Thirdly, why has the ECB not learned from the “sacking” of KP last year? That was unnecessary and poorly handled, yet here sit England cricket fans reading a similar story now. Why should there be a need to “sack” Pietersen or tell him in advance that he will not be picked this Summer? Have they also spoken to all of the other players who will not be picked? Have they picked up the phone to the squad for this Summer’s cricket to let them know that they will not be sacked this Summer? If a player is not picked for a side, because of talent, form or attitude, then that is that. That is part of the inner workings of sport, players get dropped all the time and they go away, work hard and some get back in, others don’t. Why, oh why, is life different and more complicated when it comes to Kevin Pietersen?
Fouthly, I want to address the importance of a team environment. Firstly, as Hugh Morris said in his statement in 2009, a dressing room will be more successful when united. I am not suggesting that everyone must be best friends, but there has to be a healthy respect and drive to work together towards common goals. The Captain, Coach and Management will set boundaries, if you step out of line, you know that there will be consequences. That happens in every decent workplace in the world. Pietersen has stepped over that line too many times and he has paid the price each time. There has to come a moment where there have been too many transgressions and the “trust issues” that Andrew Strauss spoke of become a deciding factor.

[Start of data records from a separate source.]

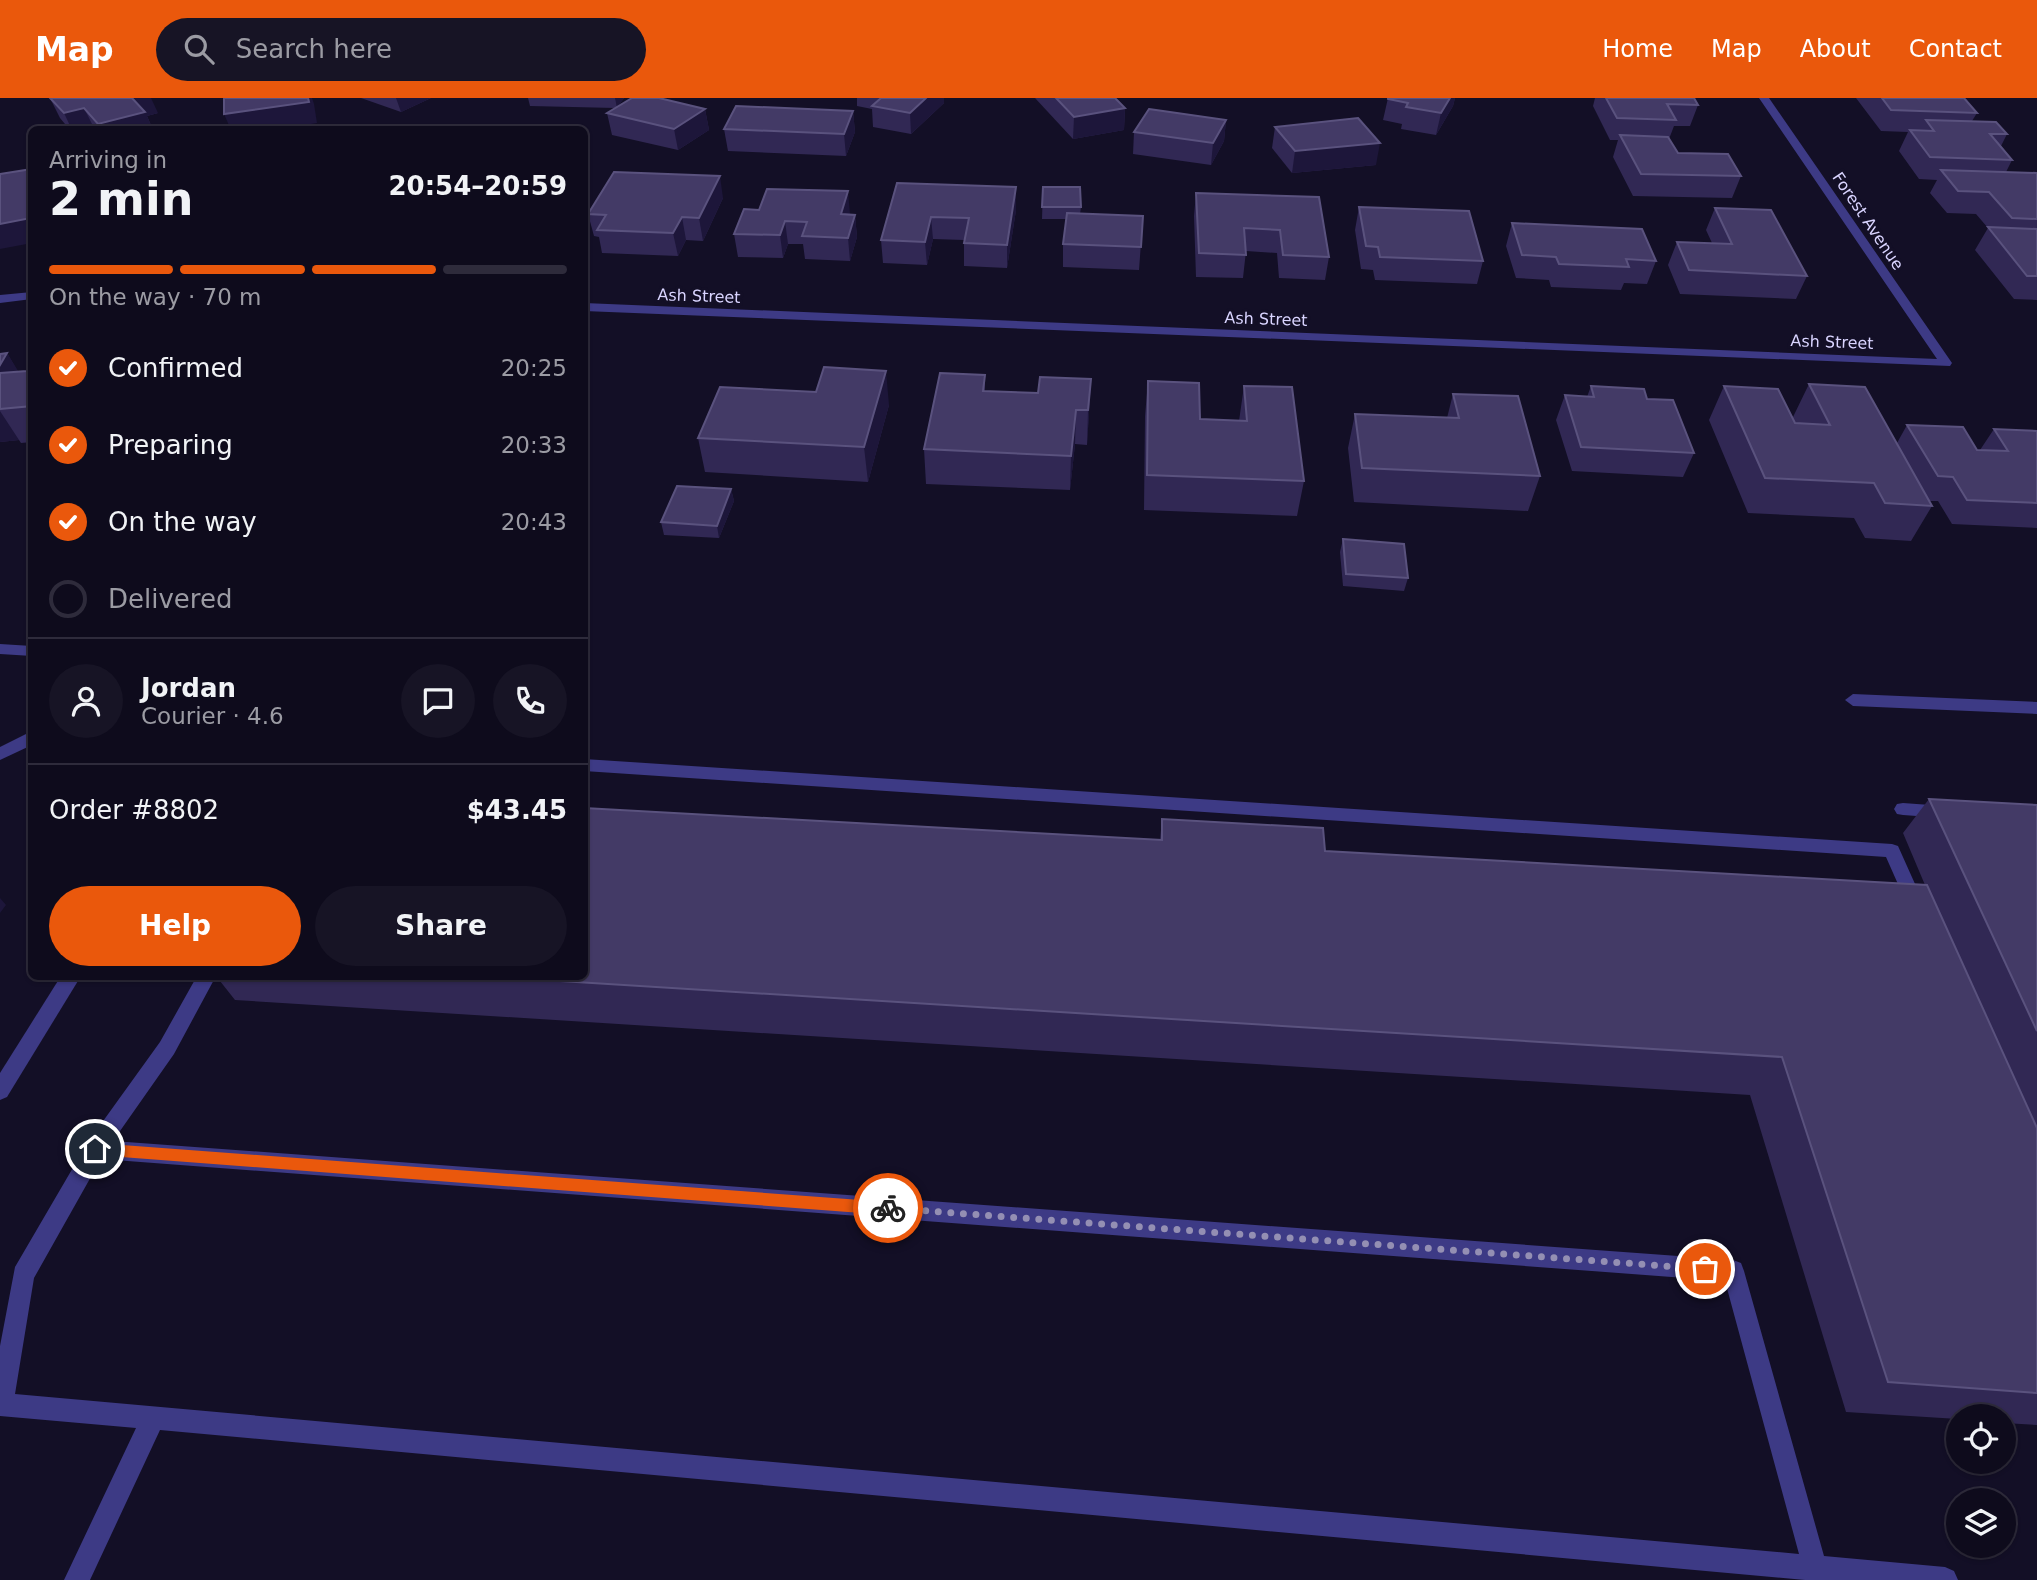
<!DOCTYPE html>
<meta charset="utf-8">
<style>
:root{--surface:#0e0b1c;--page:#171425;--text:#f1f3f6;--muted:#9b9ba3;--line:#2e2b3b;--accent:#ea580c}
body{margin:0;font-family:"DejaVu Sans",sans-serif;background:var(--page);color:var(--text);height:100vh;display:flex;flex-direction:column;font-size:26px;white-space:nowrap}
*{box-sizing:border-box;margin:0}
p{font-size:23px;color:var(--muted)}
.icon{flex:none;width:38px;height:38px;fill:none;stroke:currentColor;stroke-width:2;stroke-linecap:round;stroke-linejoin:round}
.map{position:relative;flex:1;overflow:hidden}
.side{position:absolute;left:28px;top:28px;width:560px;height:854px;display:flex;flex-direction:column;background:var(--surface);border-radius:10px;box-shadow:0 2px 5px #0004,0 0 0 2px var(--line)}
.side>*{flex:none}
.buttons{position:absolute;left:1946px;top:1306px;display:grid;gap:14px}
.buttons a{display:grid;place-items:center;width:70px;height:70px;border-radius:50%;background:var(--surface);box-shadow:0 2px 5px #0004,0 0 0 2px var(--line);font-size:35px}
.pin{position:absolute;display:grid;place-items:center;width:60px;height:60px;color:#fff;margin:-30px;border:4px solid #fff;border-radius:50%;box-shadow:0 2px 7px #0007}
.courier{position:absolute;display:grid;place-items:center;width:70px;height:70px;margin:-35px;border:5px solid #ea580c;border-radius:50%;background:#fff;color:#222;box-shadow:0 2px 9px #0007}
.summary em{font-style:normal;font-weight:700}
.summary div{display:flex;flex-direction:column-reverse}
.summary{display:flex;align-items:center;justify-content:space-between;height:119px;padding:0 21px}
h1{font-size:46px;font-weight:700;line-height:52px}
.bar{display:grid;grid-template-columns:repeat(4,1fr);gap:10px 7px;align-content:center;height:84px;padding:0 21px}
.bar i{height:9px;border-radius:5px;background:var(--line)}
.bar .active{background:var(--accent)}
.bar p{grid-column:span 4}
.line{display:flex;align-items:center;gap:18px;padding:0 21px;border-top:2px solid var(--line)}
.line div{flex:1}
.round{display:grid;place-items:center;flex:none;width:74px;height:74px;border-radius:37px;background:var(--page)}
ol{padding:0 21px;list-style:none}
li{display:flex;align-items:center;gap:21px;height:77px}
li p{margin-inline-start:auto}
li .icon{padding:7px;border-radius:50%;background:var(--accent);color:#fff;stroke-width:4}
li:last-child{color:var(--muted)}
li i{width:38px;height:38px;border:4px solid var(--line);border-radius:50%}
.cta{display:flex;gap:14px;margin-top:auto;padding:14px 21px}
.cta a{flex:1;height:80px;border-radius:42px;background:var(--accent);color:#fff;font-size:28px;font-weight:700;line-height:80px;text-align:center}
.cta a+a{background:var(--page);color:var(--text)}
header{display:flex;align-items:center;gap:42px;box-sizing:border-box;height:98px;padding:0 35px;background:var(--accent);color:#fff}
header strong{font-size:33px}
nav{display:flex;gap:38px;margin-inline-start:auto;font-size:24px}
.search{width:490px;height:63px;background:var(--page);display:flex;align-items:center;gap:18px;box-sizing:border-box;padding:0 24px;border-radius:38px;color:var(--muted);font-size:26px}
.map>svg:first-child{display:block}
.lines{fill:none;stroke-linecap:round;stroke-linejoin:round}
.minor{fill:#3d3a85;fill-rule:evenodd}
.wall{fill:#312854}
.shaded-wall{fill:#1d163a}
.building{fill:#433a66;stroke:#5a527e;stroke-width:2}
.route{fill:#ea580c}
.done{stroke:#948fb3;stroke-width:7;stroke-dasharray:0 12.6}
.labels{text-anchor:middle;dominant-baseline:central;stroke-width:6;stroke-linejoin:round;paint-order:stroke}
.far-street-label{font-size:16px;fill:#d9d4ff;stroke:#130f26}
</style>
<header>
<strong>Map</strong>
<div class="search"><svg class="icon" aria-label="search" viewBox="0 0 24 24"><circle cx="10" cy="10" r="6"/><path d="M15 15l6 6"/></svg>Search here</div>
<nav><a>Home</a><a>Map</a><a>About</a><a>Contact</a></nav>
</header>
<div class="map">
<svg width="2037" height="1482" viewBox="0 0 2037 1482">
<rect width="100%" height="100%" fill="#130f26"/>
<g class="lines">
<!-- minor -->
<g class="minor">
<polygon points="1759,0 1769,0 1952,265 1950,268 584,213 584,205 1937,261"/>
<polygon points="32,194 32,201 0,205 0,197"/>
<polygon points="0,546 32,548 32,558 0,556"/>
<polygon points="1853,596 2037,604 2037,616 1853,608 1845,602"/>
<polygon points="32,633 32,647 0,662 0,649"/>
<polygon points="584,661 1892,746 1898,748 1924,806 1921,811 1915,813 1909,811 1886,759 584,673"/>
<polygon points="1903,705 1944,708 1950,709 1953,714 1950,719 1944,720 1903,717 1897,716 1894,711 1897,706"/>
<polygon points="61,878 81,878 7,999 0,1002 0,975"/>
<path d="M197,878H216L174,956L113,1043L1733,1162L1741,1165L1744,1173L1824,1458L1945,1469L1954,1473L1958,1482H1805L160,1332L90,1482H64L136,1330L0,1318V1248L15,1169L88,1044L160,944ZM101,1061L1725,1183L1799,1456L15,1296L34,1180Z"/>
</g>
</g>
<!-- wall -->
<g class="wall">
<polygon points="50,0 158,15 147,18 153,32 70,32 60,20"/>
<polygon points="361,0 431,0 401,14"/>
<polygon points="528,0 624,0 618,8 705,11 709,32 678,52 612,37 607,15 615,10 530,8"/>
<polygon points="857,0 944,0 944,5 911,36 873,29 872,11 857,8"/>
<polygon points="1035,0 1115,0 1125,10 1124,32 1073,41"/>
<polygon points="1388,0 1455,0 1453,8 1436,37 1401,31 1402,26 1383,22"/>
<polygon points="1595,0 1694,0 1698,7 1690,28 1674,28 1669,41 1678,55 1741,78 1732,100 1633,98 1613,59 1618,42 1610,42 1593,8"/>
<polygon points="1856,0 1964,0 1977,15 1972,23 2007,36 2001,48 2012,62 2006,74 2037,75 2037,202 2014,201 1975,152 1988,130 1976,116 1947,115 1930,95 1937,82 1919,81 1899,53 1908,34 1881,33"/>
<polygon points="853,13 855,34 846,58 728,53 724,31"/>
<polygon points="1226,22 1224,43 1211,67 1133,56 1134,34"/>
<polygon points="1275,29 1376,67 1292,75 1272,50"/>
<polygon points="897,85 1016,112 1007,170 964,168 964,142 933,141 927,167 883,165 881,142"/>
<polygon points="1043,89 1081,109 1080,116 1143,118 1139,172 1063,169 1063,146 1066,121 1042,121"/>
<polygon points="1196,95 1319,99 1329,159 1325,182 1279,180 1277,155 1246,153 1243,180 1196,179 1194,118"/>
<polygon points="723,100 703,143 686,142 678,158 602,155 599,139 594,138 588,116"/>
<polygon points="1359,109 1483,163 1477,186 1375,182 1373,172 1361,171 1355,132"/>
<polygon points="1715,110 1807,178 1796,201 1680,196 1668,167 1677,144 1712,145 1706,132"/>
<polygon points="759,112 855,117 857,139 850,163 805,161 803,146 788,146 783,160 738,159 734,136"/>
<polygon points="1512,125 1656,163 1647,186 1624,185 1621,192 1551,189 1549,182 1516,180 1506,148"/>
<polygon points="7,255 18,274 32,308 32,344 21,345 19,342 0,344 0,256"/>
<polygon points="985,277 985,293 1038,295 1091,281 1087,347 1075,346 1070,392 926,386 924,351"/>
<polygon points="1148,283 1200,321 1239,323 1244,288 1304,383 1297,418 1144,412 1145,318"/>
<polygon points="1809,286 1897,345 1907,327 1977,352 1980,352 1994,331 2037,333 2037,430 1952,426 1938,403 1929,403 1932,408 1911,443 1865,440 1854,420 1748,415 1709,322 1724,288 1793,319"/>
<polygon points="1591,288 1694,355 1683,379 1572,373 1556,322 1565,297 1587,299"/>
<polygon points="1453,296 1540,378 1528,413 1354,404 1348,350 1355,316 1447,320"/>
<polygon points="889,307 868,384 705,374 698,340"/>
<polygon points="731,391 734,403 719,440 664,437 661,424"/>
<polygon points="1343,441 1408,480 1404,493 1343,488 1340,454"/>
<polygon points="1929,701 2037,707 2037,1327 2004,1325 2004,1318 1958,1318 1958,1321 1846,1314 1750,997 235,902 216,878 584,878 1160,742 1162,721 1325,753 1925,787 1903,735"/>
</g>
<!-- shaded-wall -->
<g class="shaded-wall">
<polygon points="131,0 151,0 158,15 147,18 153,32 101,32 98,26"/>
<polygon points="308,0 312,0 314,6 317,25 274,32 231,32 224,16"/>
<polygon points="396,0 431,0 401,14"/>
<polygon points="615,0 624,0 617,10"/>
<polygon points="926,0 944,0 944,5 911,36 910,15"/>
<polygon points="1450,0 1455,0 1453,8 1436,37 1441,15"/>
<polygon points="84,10 95,32 72,32 64,15"/>
<polygon points="1125,10 1124,32 1073,41 1074,19"/>
<polygon points="705,11 709,32 678,52 674,31"/>
<polygon points="853,13 855,34 846,58 844,36"/>
<polygon points="1226,22 1224,43 1211,67 1213,45"/>
<polygon points="1380,45 1376,67 1292,75 1295,53"/>
<polygon points="720,78 723,100 703,143 699,120"/>
<polygon points="1016,89 1016,112 1007,170 1007,147"/>
<polygon points="848,93 850,116 843,139 841,116"/>
<polygon points="32,116 32,145 0,151 0,126"/>
<polygon points="855,117 857,139 850,163 848,140"/>
<polygon points="682,119 686,142 678,158 673,135"/>
<polygon points="931,119 933,141 927,167 925,144"/>
<polygon points="785,123 788,146 783,160 780,137"/>
<polygon points="7,255 28,289 0,283 0,267"/>
<polygon points="886,273 889,307 868,384 864,349"/>
<polygon points="1091,281 1089,315 1087,347 1088,312"/>
<polygon points="1076,312 1075,346 1070,392 1071,358"/>
<polygon points="0,313 19,342 0,344"/>
<polygon points="731,391 734,403 719,440 717,428"/>
<polygon points="0,800 6,807 0,815"/>
</g>
<!-- building -->
<g class="building">
<polygon points="50,0 132,0 145,14 98,26 84,10 64,15"/>
<polygon points="224,0 308,0 309,4 224,16"/>
<polygon points="632,0 659,0 705,11 674,31 607,15"/>
<polygon points="881,0 926,0 910,15 872,8"/>
<polygon points="1056,0 1115,0 1125,10 1074,19"/>
<polygon points="1388,0 1450,0 1441,15 1406,9 1408,5 1388,1"/>
<polygon points="1606,0 1694,0 1698,7 1667,6 1676,22 1617,20"/>
<polygon points="1882,0 1964,0 1977,15 1891,12"/>
<polygon points="736,8 853,13 844,36 724,31"/>
<polygon points="1149,11 1226,22 1213,45 1134,34"/>
<polygon points="1358,20 1380,45 1295,53 1275,29"/>
<polygon points="1926,22 1996,24 2007,36 1990,36 2012,62 1930,59 1910,32 1934,33"/>
<polygon points="1620,37 1668,39 1678,55 1728,56 1741,78 1641,76"/>
<polygon points="32,71 31,120 0,126 0,76"/>
<polygon points="1941,72 2037,75 2037,121 2012,120 1989,94 1958,93"/>
<polygon points="614,74 720,78 699,120 682,119 673,135 597,132 606,117 588,116"/>
<polygon points="897,85 1016,89 1007,147 964,145 969,120 931,119 925,144 881,142"/>
<polygon points="1043,89 1080,89 1081,109 1042,109"/>
<polygon points="767,91 848,93 841,116 855,117 848,140 802,138 807,124 785,123 780,137 734,136 744,111 759,112"/>
<polygon points="1196,95 1319,99 1329,159 1283,157 1280,132 1244,130 1246,157 1199,155"/>
<polygon points="1359,109 1469,113 1483,163 1380,159 1378,149 1366,148"/>
<polygon points="1715,110 1771,112 1807,178 1689,172 1677,144 1732,146"/>
<polygon points="1067,115 1143,118 1141,149 1063,146"/>
<polygon points="1512,125 1642,131 1656,163 1626,161 1629,169 1559,166 1556,159 1522,157"/>
<polygon points="1988,129 2037,131 2037,178 2027,178"/>
<polygon points="7,255 0,267 0,256"/>
<polygon points="32,264 32,308 0,311 0,275 27,273"/>
<polygon points="824,269 886,273 864,349 698,340 720,289 816,294"/>
<polygon points="940,275 985,277 983,293 1038,295 1040,279 1091,281 1088,312 1076,312 1071,358 924,351"/>
<polygon points="1148,283 1199,285 1200,321 1247,323 1244,288 1292,289 1304,383 1147,377"/>
<polygon points="1809,286 1865,289 1932,408 1885,405 1874,385 1765,380 1724,288 1778,291 1795,325 1830,327"/>
<polygon points="1591,288 1644,291 1647,301 1673,302 1694,355 1581,349 1565,297 1594,299"/>
<polygon points="1453,296 1518,298 1540,378 1362,370 1355,316 1459,320"/>
<polygon points="1907,327 1963,329 1977,352 2008,353 1994,331 2037,333 2037,405 1967,402 1953,379 1938,378"/>
<polygon points="677,388 731,391 717,428 661,424"/>
<polygon points="1343,441 1404,446 1408,480 1346,476"/>
<polygon points="1929,701 2037,707 2037,933"/>
<polygon points="584,710 1162,742 1162,721 1323,730 1325,753 1927,787 2037,1030 2037,1295 1888,1284 1782,959 480,878 584,878"/>
</g>
<!-- route -->
<polygon class="route" points="95,1045 888,1104 895,1110 888,1117 95,1057 88,1051"/>
<g class="lines">
<!-- done -->
<polyline class="done" points="888,1110 1705,1171"/>
</g>
<g class="labels">
<!-- far-street labels -->
<g class="far-street-label">
<text transform="translate(1868 123) rotate(56)">Forest Avenue</text>
<text transform="translate(699 198) rotate(2)">Ash Street</text>
<text transform="translate(1266 221) rotate(2)">Ash Street</text>
<text transform="translate(1832 244) rotate(2)">Ash Street</text>
</g>
</g>
</svg>
<div class="buttons">
<a><svg class="icon" aria-label="locate" viewBox="0 0 24 24"><circle cx="12" cy="12" r="6"/><path d="M12 2v4M12 18v4M2 12h4M18 12h4"/></svg></a>
<a><svg class="icon" aria-label="layers" viewBox="0 0 24 24"><path d="M12 4l9 5-9 5-9-5zM3 14l9 5 9-5"/></svg></a>
</div>
<div class="pin" style="left:1705px;top:1171px;background:#ea580c"><svg class="icon" aria-label="bag" viewBox="0 0 24 24"><path d="M5 8h14l-1 12H6zM9 8a3 3 0 0 1 6 0"/></svg></div>
<div class="pin" style="left:95px;top:1051px;background:#1f2937"><svg class="icon" aria-label="home" viewBox="0 0 24 24"><path d="M3 11l9-7 9 7M6 9v11h12V9"/></svg></div>
<div class="courier" style="left:888px;top:1110px"><svg class="icon" aria-label="bike" viewBox="0 0 24 24"><circle cx="6" cy="16" r="4"/><circle cx="18" cy="16" r="4"/><path d="M6 16l4-8h5l3 8M10 8l3 8H6M13 5h3"/></svg></div>
<section class="side">
<div class="summary"><div><h1>2 min</h1><p>Arriving in</p></div><em>20:54–20:59</em></div>
<div class="bar"><i class="active"></i><i class="active"></i><i class="active"></i><i></i><p>On the way · 70 m</p></div>
<ol>
<li><svg class="icon" aria-label="check" viewBox="0 0 24 24"><path d="M5 12l5 5 9-10"/></svg>Confirmed<p>20:25</p></li>
<li><svg class="icon" aria-label="check" viewBox="0 0 24 24"><path d="M5 12l5 5 9-10"/></svg>Preparing<p>20:33</p></li>
<li><svg class="icon" aria-label="check" viewBox="0 0 24 24"><path d="M5 12l5 5 9-10"/></svg>On the way<p>20:43</p></li>
<li><i></i>Delivered</li>
</ol>
<div class="line" style="height:126px"><a class="round"><svg class="icon" aria-label="person" viewBox="0 0 24 24"><circle cx="12" cy="8" r="4"/><path d="M4 21q1-7 8-7t8 7"/></svg></a><div><b>Jordan</b><p>Courier · 4.6</p></div><a class="round"><svg class="icon" aria-label="chat" viewBox="0 0 24 24"><path d="M4 5h16v11H9l-5 4z"/></svg></a><a class="round"><svg class="icon" aria-label="phone" viewBox="0 0 24 24"><path d="M5 4h4l2 5-3 2q2 4 5 5l2-3 5 2v4C11 20 4 13 5 4z"/></svg></a></div>
<div class="line" style="height:91px"><div>Order #8802</div><b>$43.45</b></div>
<div class="cta"><a>Help</a><a>Share</a></div>
</section>
</div>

This also leads me on to a point which annoys me every time I hear it uttered. I have heard Michael Vaughan talk about this a number of times, and he is not the only one, it is this notion that attitude in acceptable a professional era. That we need to accept bad behaviour as just part of someone’s character and that the way to deal with it is with strong leadership. Well, I go back to the start of my scene setting: In 2009, England’s cricket team was in chaos, partly created by KP himself. It was the strong Captaincy of Andrew Strauss, combined with the strong leadership of Andy Flower that propelled England to a better place during which Kevin Pietersen thrived, yet, in the end, even that strong team could not tame the beast. It does not matter who you are, bad behaviour is controllable and no-one is bigger or better than the team.
So here is my plan for everyone:
- The media – stop fixating on Kevin Pietersen, giving him air time serves no purpose.
- Graves needs to lead the fight to modernise the ECB – he has the right intentions, just not enough tact.
- Strauss needs to be given time to do his job.
- Kevin Pietersen needs to carry on doing the thing he loves and prove to everyone that he is not an egotistical team destroyer and that he has changed.
- Piers Morgan should preface everything he says with, “and its only my opinion.”